Childhood leukemia is a common malignant disease in children. Doxorubicin (DOX) was widely used for the treatment of leukemia. However, severe toxic side effects and drug resistance are the major limitations of DOX. Nanocarriers offer the opportunity to overcome these drawbacks, there are many attempts to enhance the activity of DOX against drug resistance. This study aimed to develop a novel transferrin (Tf) modified and doxorubicin (DOX) loaded Pluronic 85/lipid-polymeric nanoparticles for the treatment of leukemia.

In this study, a novel targeted ligand: transferrin-polyethylene glycol-oleic acid (Tf-PEG-OA) was synthesized. Tf modified and DOX loaded Pluronic 85/lipid-polymeric nanoparticles (Tf-DOX P85/LPNs) were prepared via the self-assembly of PLGA, P85, stearic acid and Tf-PEG-OA using the nanoprecipitation method. The physicochemical properties of LPNs were characterized. In vitro and in vivo anti-tumor efficacy of LPNs was evaluated in human promyelocytic leukemia cell line (HL-60 cells) and DOX resistance HL-60 cell line (HL-60/DOX cells) including the relevant animal models.

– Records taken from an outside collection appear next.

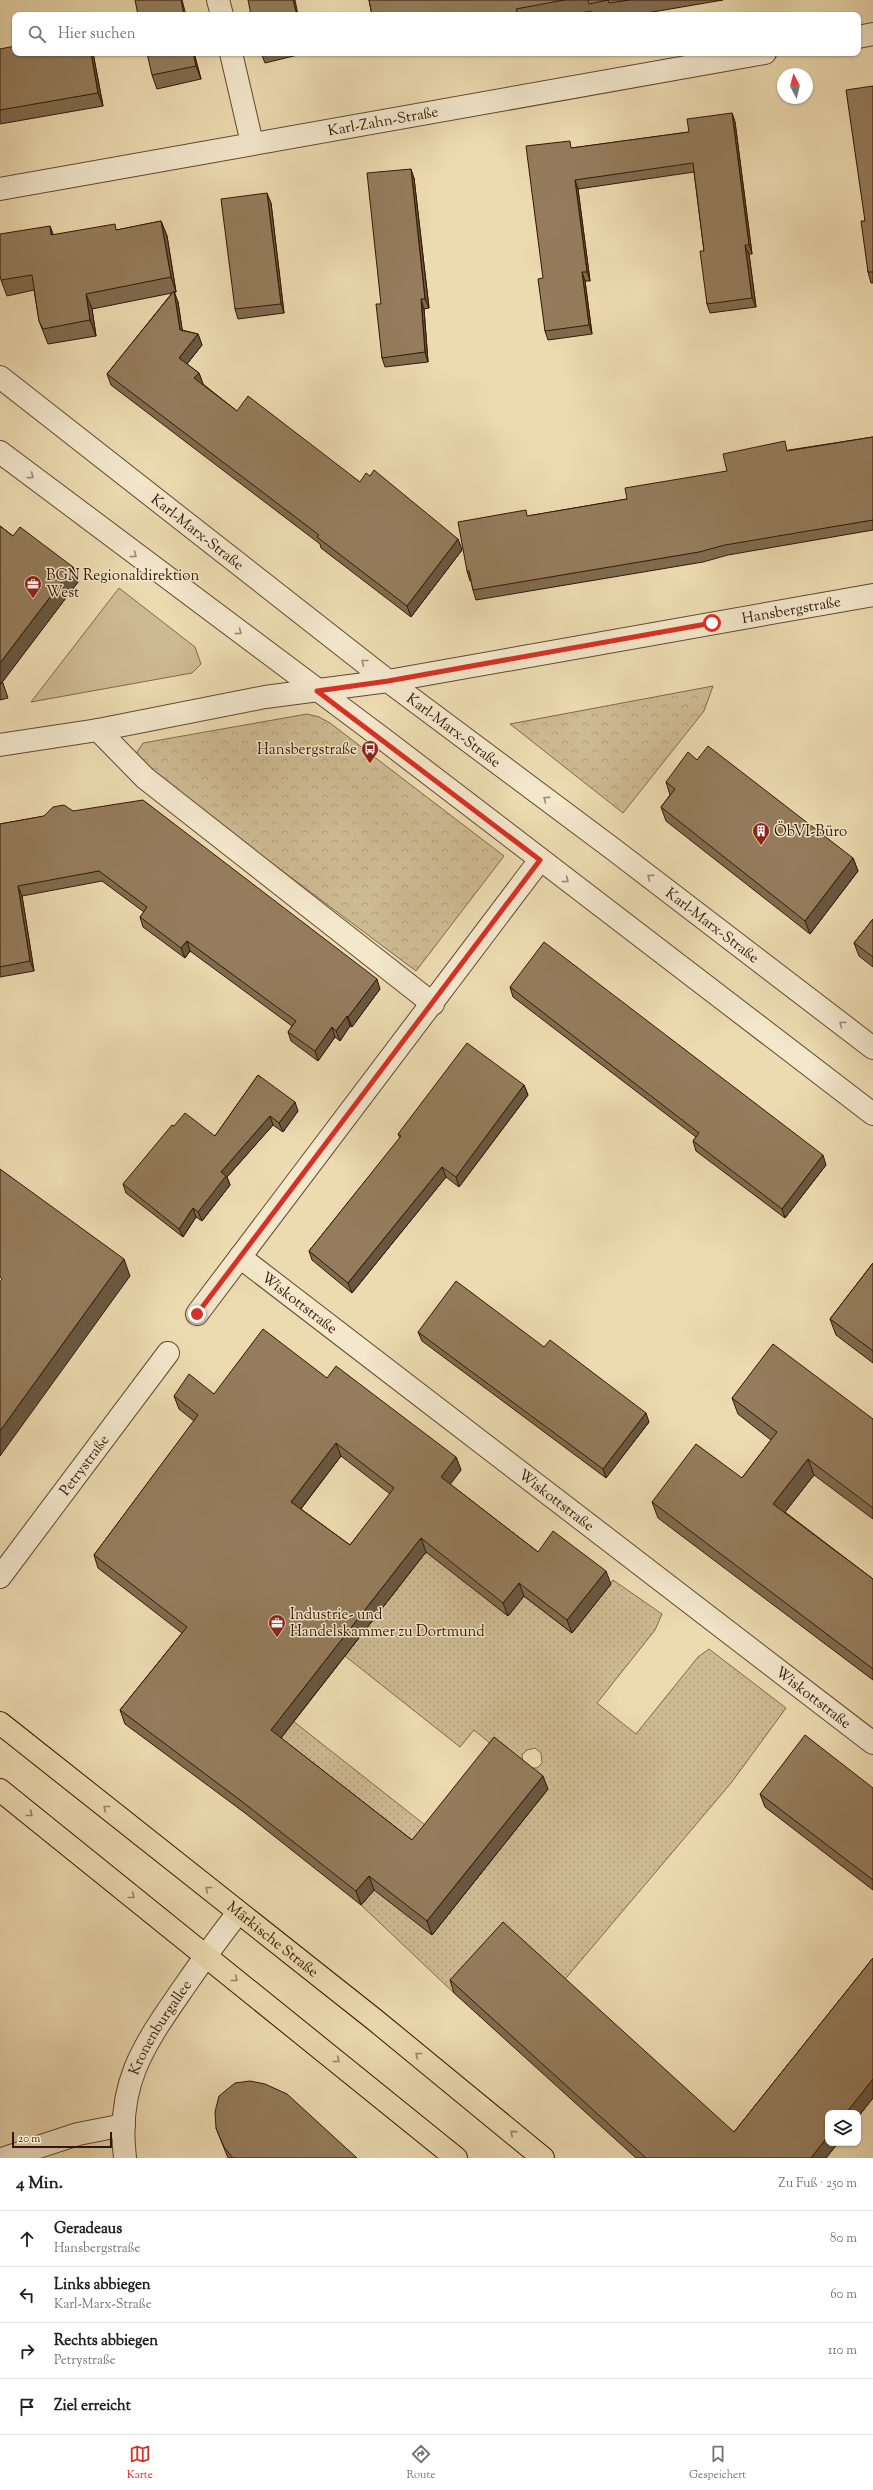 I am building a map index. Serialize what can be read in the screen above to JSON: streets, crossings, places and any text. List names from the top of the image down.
{
  "streets": {
    "main road": ["Märkische Straße"],
    "street": [
      "Karl-Zahn-Straße",
      "Karl-Marx-Straße",
      "Hansbergstraße",
      "Wiskottstraße",
      "Petrystraße",
      "Kronenburgallee"
    ]
  },
  "crossings": [
    ["Karl-Marx-Straße", "Hansbergstraße"],
    ["Märkische Straße", "Kronenburgallee"]
  ],
  "places": {
    "office": ["BGN Regionaldirektion West", "Industrie- und Handelskammer zu Dortmund"],
    "bus stop": ["Hansbergstraße"],
    "building": ["ÖbVI-Büro"]
  },
  "scale_bar": "20 m",
  "north": "top",
  "page": {
    "search": "Hier suchen",
    "scale": "20 m",
    "heading": ["4 Min.", "Zu Fuß · 250 m"],
    "list": [
      ["Geradeaus", "Hansbergstraße", "80 m"],
      ["Links abbiegen", "Karl-Marx-Straße", "60 m"],
      ["Rechts abbiegen", "Petrystraße", "110 m"],
      "Ziel erreicht"
    ],
    "nav": ["Karte", "Route", "Gespeichert"]
  }
}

Tf-DOX P85/LPNs displayed strong anti-tumor ability on both HL-60 cells and HL-60/DOX cells than other formulations used as contrast. Also, in HL-60/DOX bearing animal models, Tf-DOX P85/LPNs exhibited the highest efficiency as well as the lowest systemic toxicity.

The results indicated that Tf P85/LPNs is a promising platform to enhance efficacy, reduce toxicity and overcome drug resistance of DOX for the treatment of leukemia.